Gatus also supports the creation of automated user acceptance tests by defining suites of sequential endpoints with shared context. This enables more complex scenarios, such as testing multi-step authentication flows, API workflows involving chained requests, business process validations across services, and data consistency checks.
Licensing and Community
This is an open-source project hosted on GitHub, licensed under the MIT License. This permissive license allows free use, modification, and distribution with minimal restrictions, favoring adoption by individuals, small businesses, and enterprises alike. The license promotes community contributions and transparency, encouraging users to extend or customize the tool to their specific needs.
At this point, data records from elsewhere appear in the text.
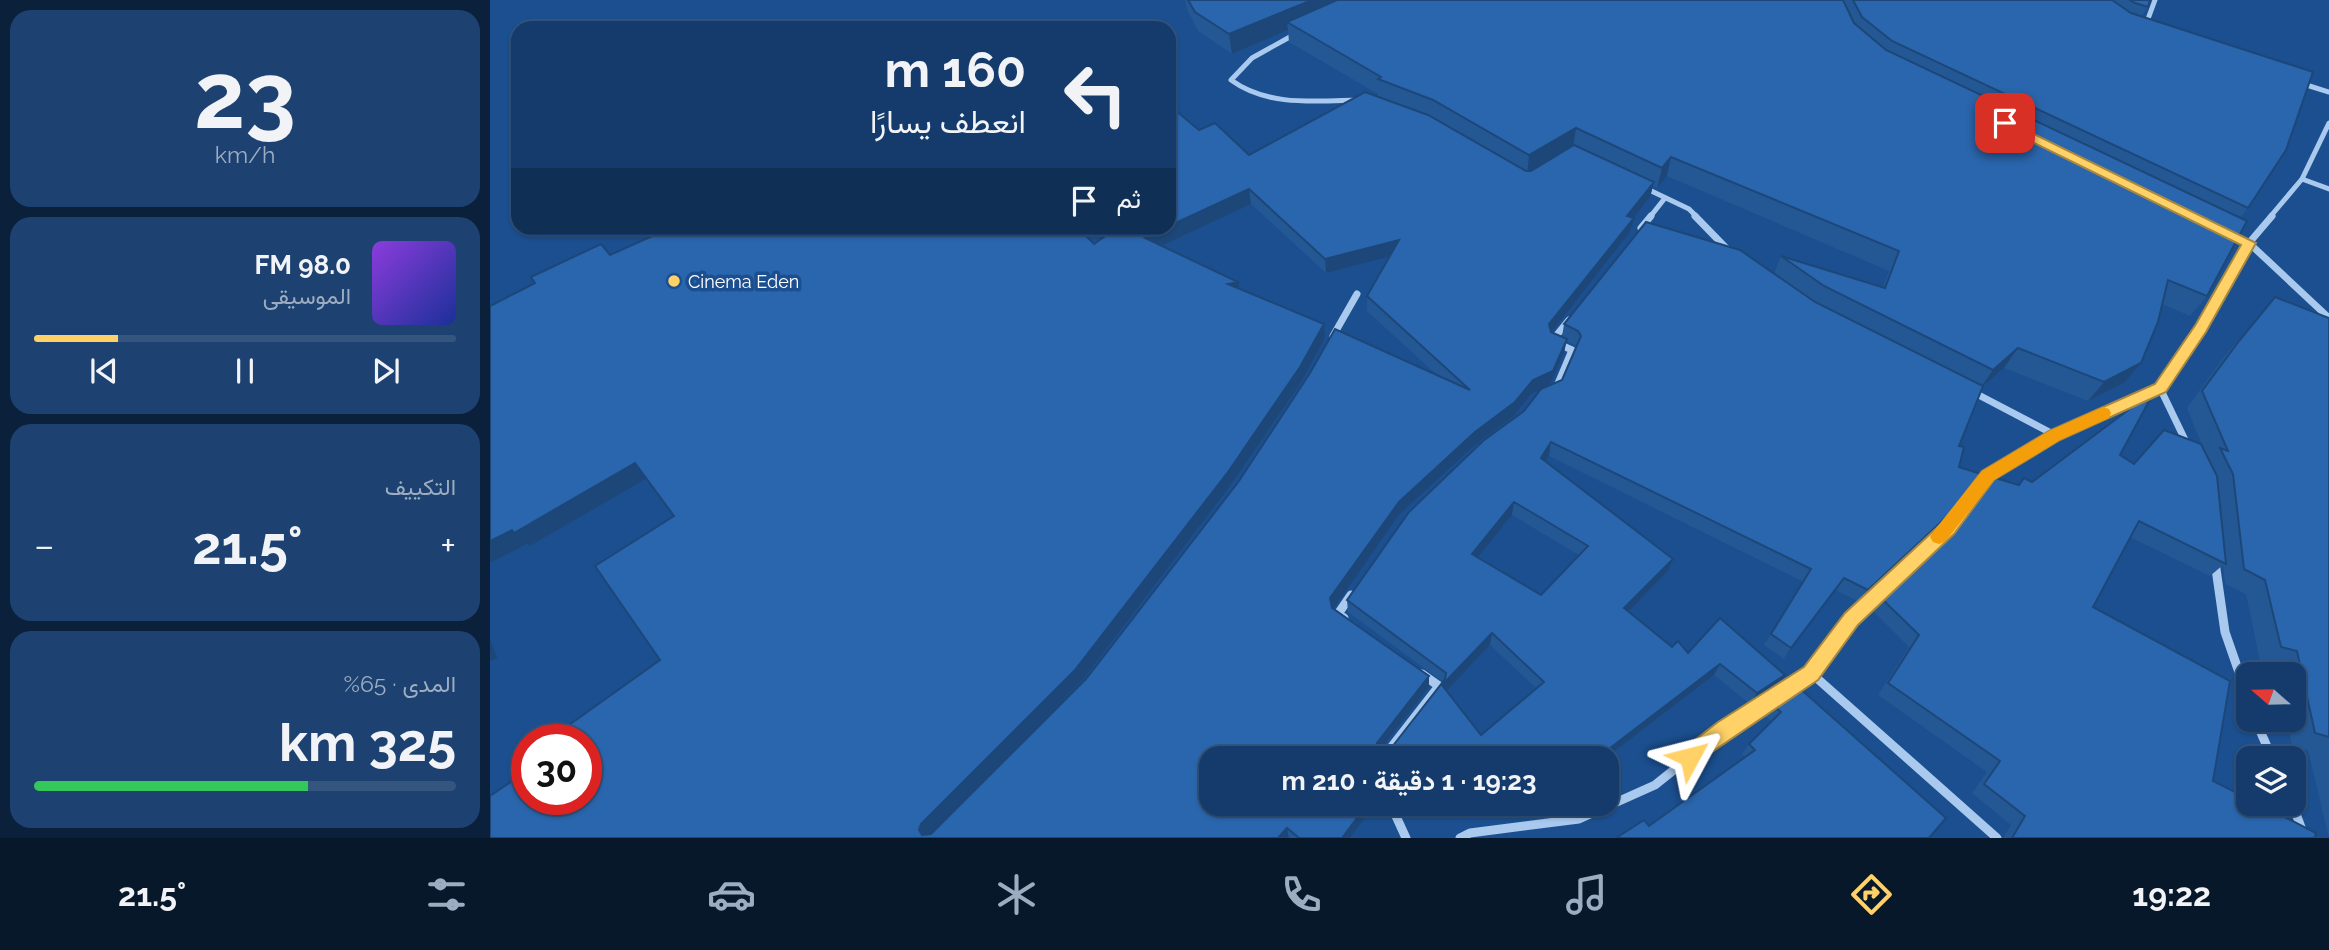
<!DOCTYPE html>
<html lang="ar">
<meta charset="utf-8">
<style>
body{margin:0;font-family:Raleway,Vazirmatn,sans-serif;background:#1d4271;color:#f1f3f6;direction:rtl;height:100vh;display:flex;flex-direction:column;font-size:26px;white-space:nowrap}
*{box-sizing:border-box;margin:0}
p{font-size:23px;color:#9dadc1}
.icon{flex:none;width:38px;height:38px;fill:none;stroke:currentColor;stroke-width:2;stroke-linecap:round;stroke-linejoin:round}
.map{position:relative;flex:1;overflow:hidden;direction:ltr}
.sheet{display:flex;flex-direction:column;gap:10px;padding:10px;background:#0b203b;width:490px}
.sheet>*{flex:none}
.guide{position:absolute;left:21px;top:21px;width:665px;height:214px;border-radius:21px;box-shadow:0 2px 5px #0004,0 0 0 2px #33557e;direction:rtl;background:#143b6b;color:#f1f3f6;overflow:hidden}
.needle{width:46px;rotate:290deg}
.tools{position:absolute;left:1746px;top:662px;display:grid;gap:14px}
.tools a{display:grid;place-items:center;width:70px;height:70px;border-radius:14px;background:#143b6b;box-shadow:0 2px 5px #0004,0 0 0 2px #33557e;font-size:35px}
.speed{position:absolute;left:21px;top:724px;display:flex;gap:14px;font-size:35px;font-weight:700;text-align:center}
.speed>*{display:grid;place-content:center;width:91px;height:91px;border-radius:50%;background:#143b6b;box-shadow:0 2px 5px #0004,0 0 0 2px #33557e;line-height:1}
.speed .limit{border:10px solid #d22;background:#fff;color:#111}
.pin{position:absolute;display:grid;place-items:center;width:60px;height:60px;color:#fff;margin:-30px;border-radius:14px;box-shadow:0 4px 10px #0006}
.me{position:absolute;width:77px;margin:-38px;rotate:52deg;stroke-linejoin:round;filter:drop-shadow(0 0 5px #0008)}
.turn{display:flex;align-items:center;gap:24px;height:147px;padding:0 35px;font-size:32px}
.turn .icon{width:91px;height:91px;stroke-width:2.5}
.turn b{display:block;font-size:49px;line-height:60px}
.then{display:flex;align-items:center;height:66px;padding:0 35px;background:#0003;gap:14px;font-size:26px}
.big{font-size:52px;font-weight:700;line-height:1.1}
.sheet .tile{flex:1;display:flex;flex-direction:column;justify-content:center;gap:10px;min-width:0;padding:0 24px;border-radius:21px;background:#1d4271}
.sheet .dial{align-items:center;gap:0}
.dial b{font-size:91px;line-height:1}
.song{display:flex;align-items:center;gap:21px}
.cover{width:84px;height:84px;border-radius:10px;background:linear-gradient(135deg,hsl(270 70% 55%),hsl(230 70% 35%))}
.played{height:7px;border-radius:4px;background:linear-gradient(90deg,#ffd166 20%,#33557e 20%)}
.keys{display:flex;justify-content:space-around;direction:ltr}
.heat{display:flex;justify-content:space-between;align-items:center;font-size:38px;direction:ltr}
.charge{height:10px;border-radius:5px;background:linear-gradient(90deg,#34c759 65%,#33557e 0)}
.trip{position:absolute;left:709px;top:746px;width:420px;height:70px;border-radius:21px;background:#143b6b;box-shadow:0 2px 5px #0004,0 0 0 2px #33557e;font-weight:700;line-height:70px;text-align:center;direction:rtl}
.tabs{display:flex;height:112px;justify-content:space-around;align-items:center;background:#08182b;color:#9dadc1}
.tabs .icon{width:49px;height:49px}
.tabs .active{color:#ffd166}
.tabs b{font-size:32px;color:#f1f3f6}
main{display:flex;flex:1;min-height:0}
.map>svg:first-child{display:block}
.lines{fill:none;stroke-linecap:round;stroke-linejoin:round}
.street-far2{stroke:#a9c9ee;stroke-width:5}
.street-far1{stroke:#a9c9ee;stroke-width:7}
.street{stroke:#a9c9ee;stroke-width:9}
.wall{fill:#245895;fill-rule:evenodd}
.shaded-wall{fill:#1d4779}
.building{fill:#2a66ad;stroke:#1d4779;stroke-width:2;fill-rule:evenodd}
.route{fill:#ffd166;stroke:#a68842;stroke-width:2}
.slow{fill:#f59e0b}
.poi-dot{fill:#ffd166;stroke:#1b4f8f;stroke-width:2.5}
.labels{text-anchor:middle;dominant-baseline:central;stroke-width:7;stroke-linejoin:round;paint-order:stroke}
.poi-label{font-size:18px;fill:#fff;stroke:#1b4f8f;text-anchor:start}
</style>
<main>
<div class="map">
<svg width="1839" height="838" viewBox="0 0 1839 838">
<rect width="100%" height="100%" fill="#1b4f8f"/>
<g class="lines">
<g class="street-far2">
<path d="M 1655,27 L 1665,0"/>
<path d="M 807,33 L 762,58 L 741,80 C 778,107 826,101 869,100"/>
<path d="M 1810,83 L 1839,92"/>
<path d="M 1812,179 L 1839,189"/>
<path d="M 1153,187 L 1199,209 L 1207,217"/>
<path d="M 1160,217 L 1175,198"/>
<path d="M 1780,217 L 1812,179 L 1839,123"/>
</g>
<g class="street-far1">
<path d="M 1205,216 L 1238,250"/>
<path d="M 1151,228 L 1161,216"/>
<path d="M 1742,235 L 1759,243 L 1839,318"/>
<path d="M 843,336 L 867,294"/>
<path d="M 1066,388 L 1082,350 L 1062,341 L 1079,320"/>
<path d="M 1670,388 L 1697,444"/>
<path d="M 1481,391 L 1565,435"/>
<path d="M 1486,492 L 1498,475 L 1565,435 L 1670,388 L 1711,328 L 1759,243 L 1782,216"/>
</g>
<g class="street">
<path d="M 1725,562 L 1735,632 L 1759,701"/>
<path d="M 854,618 L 848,614 L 861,595"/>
<path d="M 1321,673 L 1507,838"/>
<path d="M 1765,719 L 1782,758"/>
<path d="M 893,758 L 949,686 L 932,674"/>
<path d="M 900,803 L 916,838"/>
<path d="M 1802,803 L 1815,838"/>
<path d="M 970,838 L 980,833 L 1089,819 L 1165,785 L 1235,729 L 1321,673 L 1362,619 L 1458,529 L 1487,490"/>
</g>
</g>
<g class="wall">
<path d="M 695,0 L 1660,0 L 1658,7 L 1652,16 L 1758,208 L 1750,218 L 1717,296 L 1700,316 L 1672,304 L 1651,363 L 1634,383 L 1598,401 L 1514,368 L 1493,387 L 1469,446 L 1453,524 L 1369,602 L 1346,590 L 1294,659 L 1274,645 L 1314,582 L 1059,456 L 1055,461 L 1178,571 L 1138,611 L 1182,647 L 1198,653 L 1230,618 L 1287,687 L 1260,704 L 1224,675 L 1116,758 L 721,758 L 721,803 L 886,803 L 860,838 L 0,838 L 170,660 L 184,516 L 156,478 L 40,546 L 37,544 L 0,563 L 0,306 L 120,255 L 184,236 L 604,244 L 679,228 L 709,130 L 759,155 L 888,97 L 888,94 L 799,42 L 798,30 L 742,54 L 708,31 L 697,9 ZM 1177,176 L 1399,271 L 1393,287 L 1291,256 L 1284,274 L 1074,324 L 1072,337 L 1061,332 L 1140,232 L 1143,218 L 1160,197 L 1163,186 L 1167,188 ZM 761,204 L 836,273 L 899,256 L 877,296 L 877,311 L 948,376 L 442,833 L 592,681 L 741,485 L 812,381 L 835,338 L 672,246 ZM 1076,341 L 1085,345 L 1086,347 L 1072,380 L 1060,385 L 1074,353 ZM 1051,389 L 1034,411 L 857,600 L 858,612 L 953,682 L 898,752 L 891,755 L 888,752 L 939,687 L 939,676 L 844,608 L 909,515 L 984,446 L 1024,416 L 1041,394 ZM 1022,515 L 1089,555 L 1051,595 L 988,557 ZM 1000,645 L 1046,688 L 991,735 L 957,691 Z"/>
<path d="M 1785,297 L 1839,318 L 1839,838 L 1818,750 L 1802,746 L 1797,719 L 1804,719 L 1804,674 L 1787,674 L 1785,665 L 1770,661 L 1756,594 L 1735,584 L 1733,565 L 1720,576 L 1640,537 L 1603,607 L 1723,781 L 1825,838 L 1513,838 L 1521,825 L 1482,793 L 1497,772 L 1388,695 L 1419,647 L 1382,610 L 1391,598 L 1471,523 L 1505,478 L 1529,485 L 1630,455 L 1644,463 L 1674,430 L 1716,455 L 1697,408 L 1733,358 Z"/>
<path d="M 1279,702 L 1439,838 L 1159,826 L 1255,757 L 1252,754 L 1259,744 L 1281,721 L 1272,714 Z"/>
<path d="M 931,803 L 970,803 L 941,814 Z"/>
</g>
<g class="shaded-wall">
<path d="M 822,0 L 869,0 L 797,22 L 798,30 L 742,54 L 739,34 Z"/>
<path d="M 1086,128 L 1083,148 L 1037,175 L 1039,155 Z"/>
<path d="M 1181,157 L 1177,176 L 1167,188 L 1172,168 Z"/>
<path d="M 1164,182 L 1160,197 L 1134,230 L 1137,216 Z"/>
<path d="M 759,189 L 761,204 L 659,252 L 655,238 L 677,228 L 679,228 L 679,226 Z"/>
<path d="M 1144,218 L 1140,232 L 1057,338 L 1059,324 Z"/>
<path d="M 909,240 L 909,254 L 836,273 L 835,259 Z"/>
<path d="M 748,282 L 751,296 L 738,284 Z"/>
<path d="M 834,324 L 835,338 L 812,381 L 741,485 L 592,681 L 442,833 L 441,838 L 432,835 L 429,830 L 431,824 Z"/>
<path d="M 1077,339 L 1074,353 L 1060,385 L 1041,394 L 1024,416 L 984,446 L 909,515 L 842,611 L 840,598 L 909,502 Z"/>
<path d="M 1528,348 L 1514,368 L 1489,390 L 1503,370 Z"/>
<path d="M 1651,363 L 1634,383 L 1598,401 L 1614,382 Z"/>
<path d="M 1061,442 L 1059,456 L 1049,472 L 1051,458 Z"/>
<path d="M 145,463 L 159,477 L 40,546 L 37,544 L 0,563 L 0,541 Z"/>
<path d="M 1024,502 L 1022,515 L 981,566 L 982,554 Z"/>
<path d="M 1463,511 L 1453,524 L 1369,602 L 1378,590 Z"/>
<path d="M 1183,559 L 1178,571 L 1130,620 L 1134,608 Z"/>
<path d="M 1354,578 L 1346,590 L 1294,659 L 1301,648 Z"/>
<path d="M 1002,633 L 1000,645 L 951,697 L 952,685 Z"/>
<path d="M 0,639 L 7,658 L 0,661 Z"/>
<path d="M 1230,664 L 1224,675 L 1116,758 L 1107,758 Z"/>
<path d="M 1295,675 L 1287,687 L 1260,704 L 1267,693 Z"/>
<path d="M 939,676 L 939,687 L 887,754 L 886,750 L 887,743 Z"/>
<path d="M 1097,749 L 1094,758 L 1076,758 Z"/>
<path d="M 878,803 L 886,803 L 860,838 L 852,838 Z"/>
<path d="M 945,803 L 970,803 L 941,814 L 942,804 Z"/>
<path d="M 797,828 L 799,838 L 788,838 Z"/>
</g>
<g class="building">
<path d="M 698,0 L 822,0 L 739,34 L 705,12 Z"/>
<path d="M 847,0 L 1353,0 L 1364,23 L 1396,50 L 1757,221 L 1717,296 L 1678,280 L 1668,322 L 1651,363 L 1614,382 L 1528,348 L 1503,370 L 1334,286 L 1291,256 L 1395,288 L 1409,251 L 1181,157 L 1172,168 L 1086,128 L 1039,155 L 943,100 L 888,79 L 891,77 L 797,22 Z"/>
<path d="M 1363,0 L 1622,0 L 1641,13 L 1823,72 L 1796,150 L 1758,208 L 1402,41 L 1372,17 Z"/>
<path d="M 1640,0 L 1660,0 L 1658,7 L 1645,3 Z"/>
<path d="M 875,92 L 938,115 L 1036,171 L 1041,171 L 1084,145 L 1164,182 L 1137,216 L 1144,218 L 1059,324 L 1061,332 L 1077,339 L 1063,371 L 1043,380 L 1025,402 L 985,432 L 909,502 L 840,598 L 842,608 L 939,676 L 887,743 L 886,750 L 891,755 L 898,752 L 955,679 L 956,673 L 857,600 L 919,512 L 993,441 L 1034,411 L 1051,389 L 1072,380 L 1091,336 L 1088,331 L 1074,324 L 1156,222 L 1250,250 L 1325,302 L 1493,386 L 1469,446 L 1474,447 L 1469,467 L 1491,474 L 1463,511 L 1378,590 L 1354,578 L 1301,648 L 1281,634 L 1321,569 L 1061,442 L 1051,458 L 1183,559 L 1134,608 L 1182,647 L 1188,641 L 1198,653 L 1230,618 L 1295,675 L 1267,693 L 1230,664 L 1107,758 L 1104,758 L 1097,749 L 1076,758 L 721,758 L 721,803 L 878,803 L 852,838 L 809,838 L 797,828 L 788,838 L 0,838 L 0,796 L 37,771 L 37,800 L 96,800 L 96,740 L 68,740 L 65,735 L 170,660 L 105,566 L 184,516 L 145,463 L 24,533 L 22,530 L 0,541 L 0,306 L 45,283 L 41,277 L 111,244 L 120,255 L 178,229 L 184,236 L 200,228 L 588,228 L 604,244 L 627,228 L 677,228 L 655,238 L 748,282 L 738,284 L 834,324 L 810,367 L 738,472 L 585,670 L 431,824 L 429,830 L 432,835 L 441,834 L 596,679 L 749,481 L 820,373 L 845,329 L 980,390 L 877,296 L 909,240 L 835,259 L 759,189 L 679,226 L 679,105 L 709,130 L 725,123 L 759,155 ZM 1024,502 L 1098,546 L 1051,595 L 982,554 ZM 1002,633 L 1054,682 L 991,735 L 952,685 Z"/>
<path d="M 1785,297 L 1839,318 L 1839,737 L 1825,733 L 1807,651 L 1791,647 L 1775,580 L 1754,569 L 1743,474 L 1730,448 L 1738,451 L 1712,391 L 1749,341 Z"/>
<path d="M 1665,390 L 1630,455 L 1644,464 L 1674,430 L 1711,444 L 1727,476 L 1736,564 L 1649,521 L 1603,607 L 1740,681 L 1723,781 L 1759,799 L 1759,803 L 1767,803 L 1826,833 L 1825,838 L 1522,838 L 1535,816 L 1494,784 L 1510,761 L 1398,683 L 1429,635 L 1391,598 L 1473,521 L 1505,478 L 1529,485 L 1534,478 L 1542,482 Z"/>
<path d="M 1306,685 L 1456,818 L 1439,838 L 1126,838 L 1154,820 L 1159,826 L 1265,750 L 1259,744 L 1291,712 L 1279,702 Z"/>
</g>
<path class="route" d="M 1515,120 L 1766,243 L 1716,332 L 1676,392 L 1570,440 L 1504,480 L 1464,534 L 1368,625 L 1328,680 L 1200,767 L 1192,764 L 1189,757 L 1192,750 L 1228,722 L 1314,667 L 1355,613 L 1452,523 L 1492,471 L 1559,431 L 1665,384 L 1706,324 L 1751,245 L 1510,126 L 1510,121 Z"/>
<path class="slow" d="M 1613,407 L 1619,409 L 1621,413 L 1619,418 L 1570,440 L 1504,480 L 1455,542 L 1449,544 L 1443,542 L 1440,537 L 1443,532 L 1492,471 L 1559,431 Z"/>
<circle class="poi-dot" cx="184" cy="281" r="7"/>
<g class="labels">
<g class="poi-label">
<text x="198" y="281">Cinema Eden</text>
</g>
</g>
</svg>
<div class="tools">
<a><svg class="needle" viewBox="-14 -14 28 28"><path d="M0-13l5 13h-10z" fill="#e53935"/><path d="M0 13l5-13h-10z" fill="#9dadc1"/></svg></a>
<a><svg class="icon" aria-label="layers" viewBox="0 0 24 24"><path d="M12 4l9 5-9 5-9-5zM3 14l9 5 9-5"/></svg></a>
</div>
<div class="speed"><div class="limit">30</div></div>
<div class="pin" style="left:1515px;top:123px;background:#d93025"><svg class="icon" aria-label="arrive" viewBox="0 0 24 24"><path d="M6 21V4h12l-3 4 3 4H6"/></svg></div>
<svg class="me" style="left:1200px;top:757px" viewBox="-20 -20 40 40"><path d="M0-17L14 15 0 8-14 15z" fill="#ffd166" stroke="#fff" stroke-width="4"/></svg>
<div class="trip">19:23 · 1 دقيقة · 210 m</div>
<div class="guide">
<div class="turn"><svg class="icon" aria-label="left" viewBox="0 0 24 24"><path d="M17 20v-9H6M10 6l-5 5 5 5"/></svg><div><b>160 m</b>انعطف يسارًا</div></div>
<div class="then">ثم<svg class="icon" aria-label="arrive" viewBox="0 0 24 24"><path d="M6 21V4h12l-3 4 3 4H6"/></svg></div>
</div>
</div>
<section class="sheet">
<div class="tile dial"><b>23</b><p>km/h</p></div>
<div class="tile">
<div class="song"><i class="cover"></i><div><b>98.0 FM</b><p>الموسيقى</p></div></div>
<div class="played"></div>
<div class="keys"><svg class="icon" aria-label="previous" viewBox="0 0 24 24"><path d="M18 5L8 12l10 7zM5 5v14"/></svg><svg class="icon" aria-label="pause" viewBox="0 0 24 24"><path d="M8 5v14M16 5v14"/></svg><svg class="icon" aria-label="next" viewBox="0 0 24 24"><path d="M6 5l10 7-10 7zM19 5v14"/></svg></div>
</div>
<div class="tile"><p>التكييف</p>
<div class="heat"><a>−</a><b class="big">21.5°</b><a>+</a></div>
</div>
<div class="tile"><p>المدى · 65%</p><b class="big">325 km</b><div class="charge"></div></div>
</section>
</main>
<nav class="tabs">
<b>19:22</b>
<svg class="icon active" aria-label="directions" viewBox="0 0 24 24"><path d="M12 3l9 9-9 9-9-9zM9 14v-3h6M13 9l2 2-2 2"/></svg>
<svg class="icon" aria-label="music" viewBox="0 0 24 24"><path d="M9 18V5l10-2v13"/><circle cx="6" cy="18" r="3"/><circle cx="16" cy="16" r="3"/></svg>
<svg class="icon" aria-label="phone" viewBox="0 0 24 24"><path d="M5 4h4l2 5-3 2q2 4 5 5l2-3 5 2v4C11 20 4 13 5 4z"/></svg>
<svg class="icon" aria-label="climate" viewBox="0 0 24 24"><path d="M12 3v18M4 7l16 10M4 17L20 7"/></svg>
<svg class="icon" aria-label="car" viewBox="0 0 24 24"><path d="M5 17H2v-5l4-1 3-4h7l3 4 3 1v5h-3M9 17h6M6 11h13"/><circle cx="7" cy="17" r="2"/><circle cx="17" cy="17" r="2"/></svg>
<svg class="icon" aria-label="filters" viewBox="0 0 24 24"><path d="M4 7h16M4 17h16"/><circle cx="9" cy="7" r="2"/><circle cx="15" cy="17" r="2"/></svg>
<b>21.5°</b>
</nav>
The project has an active community around it, providing documentation, examples, and support through GitHub discussions and issues. The repository includes guides for deployment with Docker and Kubernetes, along with many examples of configuration files.
Nice tools for those looking for endpoint monitoring: https://github.com/TwiN/gatus
The configuration format is designed to be human-readable and easy to manage, allowing quick addition or changes to monitored endpoints. Gatus can run in Docker containers or directly as a binary, making deployment straightforward on various platforms.
Another strength is its alerting system. It supports numerous notification providers out of the box, including Slack, Microsoft Teams, PagerDuty, Twilio, Discord, and email. Users can fine-tune the alerting behavior by specifying thresholds for failures and recoveries, reminder intervals, and custom alert descriptions. This ensures teams receive meaningful alerts with minimal noise.
From a usability perspective, the dashboard offers a visually pleasing and informative status overview with features such as badges displaying uptime and response times, dark mode for better viewing comfort, and sorting/filtering options to quickly find relevant endpoints. It also offers metrics export for integration with external analysis systems.
Lastly, Gatus is efficient in resource consumption, typical of applications developed in Go, meaning it can run effectively on modest hardware without adding operational cost or complexity.